Lots of people love to say they find modern books more appealing than classics. But of COURSE you would find modern literature more appealing...you live in the context in which it is written. Even if the book is an epic fantasy set in a magical world, the work itself is grounded in the world you know. You don't have to really work at it to pick up what it going on. Classics? They require work. They were written for time periods and cultures that have pasted. They make assumptions about the knowledge base of the reader that may not be true about readers today. You can't really understand most American Literature before the 20th century without having a firm understanding of the literary influences of the Bible. Most literature out of the Middle Ages assumes the reader has a strong foundation in classical mythology. If you don't, you will simply miss a lot of the references and innuendos.

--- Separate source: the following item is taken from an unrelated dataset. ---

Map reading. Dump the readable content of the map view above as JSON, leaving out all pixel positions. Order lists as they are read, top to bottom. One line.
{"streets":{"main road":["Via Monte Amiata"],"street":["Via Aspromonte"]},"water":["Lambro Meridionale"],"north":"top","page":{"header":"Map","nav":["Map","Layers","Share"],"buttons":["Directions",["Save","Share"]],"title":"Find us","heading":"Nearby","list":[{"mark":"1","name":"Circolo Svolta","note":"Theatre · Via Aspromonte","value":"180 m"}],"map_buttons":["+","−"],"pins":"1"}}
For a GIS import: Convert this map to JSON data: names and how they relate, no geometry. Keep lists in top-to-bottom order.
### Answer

Human nature being what it is, we always find more appealing that which more closely reflects our reality. The classics require leaving our comfort zone and looking at the world in a different way. That is hard for a lot of people. It also requires a certain level of empathy for the past. It is very easy to simply dismiss a classic because our modern sensibilities consider it racist or sexist or whatever. But if we can put aside our self-congratulatory righteousness, the classics can provide a valuable window into the past.


----------



## Jasperwocky (Nov 17, 2016)

Bards and Sages (Julie) said:


> Understanding any book, whether a classic or modern, requires understanding the context in which it was written. Appreciation for the classics often requires an understanding of the time period in which it was written.


This is true.

However, some classics are universal. I'm reading Middlemarch by George Elliot at the moment. It's absolutely brilliant because she understands humans. I'd probably get a more out of it if i knew more about the Reform Act or the dissenting church, but the main joy comes from an author gently skewering our little vanities, pretensions, conceits and concerns, which haven't actually changed at all.

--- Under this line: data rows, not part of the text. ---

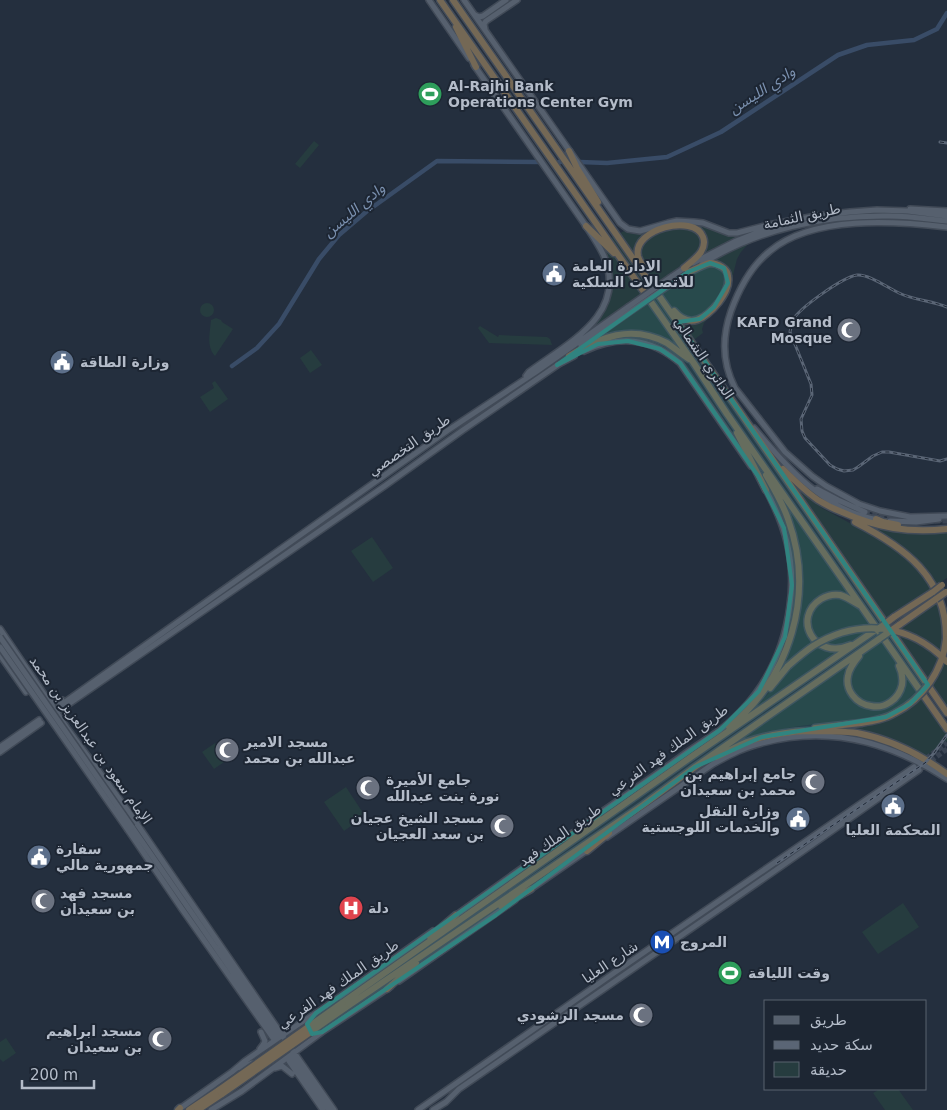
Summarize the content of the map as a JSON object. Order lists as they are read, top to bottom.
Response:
{
  "streets": {
    "highway": ["الدائري الشمالي", "طريق الملك فهد"],
    "main road": [
      "طريق الثمامة",
      "طريق التخصصي",
      "الإمام سعود بن عبدالعزيز بن محمد",
      "طريق الملك فهد الفرعي",
      "شارع العليا"
    ]
  },
  "crossings": [
    ["طريق الثمامة", "طريق التخصصي"],
    ["طريق التخصصي", "طريق الملك فهد الفرعي"],
    ["الإمام سعود بن عبدالعزيز بن محمد", "طريق الملك فهد الفرعي"]
  ],
  "water": ["وادي الليسن"],
  "places": {
    "sports": ["Al-Rajhi Bank Operations Center Gym", "وقت اللياقة"],
    "public building": [
      "الادارة العامة للاتصالات السلكية",
      "وزارة الطاقة",
      "المحكمة العليا",
      "وزارة النقل والخدمات اللوجستية",
      "سفارة جمهورية مالي"
    ],
    "mosque": [
      "KAFD Grand Mosque",
      "مسجد الامير عبدالله بن محمد",
      "جامع إبراهيم بن محمد بن سعيدان",
      "جامع الأميرة نورة بنت عبدالله",
      "مسجد الشيخ عجيان بن سعد العجيان",
      "مسجد فهد بن سعيدان",
      "مسجد الرشودي",
      "مسجد ابراهيم بن سعيدان"
    ],
    "hospital": ["دلة"],
    "metro station": ["المروج"]
  },
  "legend": ["طريق", "سكة حديد", "حديقة"],
  "scale_bar": "200 m"
}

I also listen to the classics on audiobook. This started with me being a cheapskate and wanting the longest books possible for my one monthly audible credit. Now I love listening to some rambling digression on the economics of victorian farming (looking at you, Victor Hugo!) as I walk to work, it puts me in a kind of meditative state.


----------



## Geoffrey (Jun 20, 2009)

One of the most difficult parts of being an English major was that I found much of the required reading tedious.  Most things pre-Georgian I enjoyed (except those dreary Puritan writers) but I never really enjoyed writers from the Georgian and Victorian eras with some few exceptions.  This is more true of English and American writers in those eras, but it's not until the early 20th Century and not into the 21st that I've enjoyed the writing styles of various periods again.


----------



## MariaESchneider (Aug 1, 2009)

I was never a big fan of it.  I revisited some of the classics that I hadn't read when I started writing cozy fiction (I don't know why.  I just thought I should be well read.)  I liked Mark Twain and that's about it.  I tried for the third or fourth time to get through Wuthering and I still loathed it.  I'd already read 1984 and found it dark.  I read a short story by Abraham Lincoln (not really a classic, but it seemed like the thing  to read at the time).  Classics tend to have some sort of historical significance, but I found them unpleasant to read.  Some of them were like peas, okay, but not really a meal.  Others were like drinking milk that has just started to turn.  You keep sipping, but it's generally distasteful, although probably still nutritious.  You're not sure it's turned, but you'd rather not drink it.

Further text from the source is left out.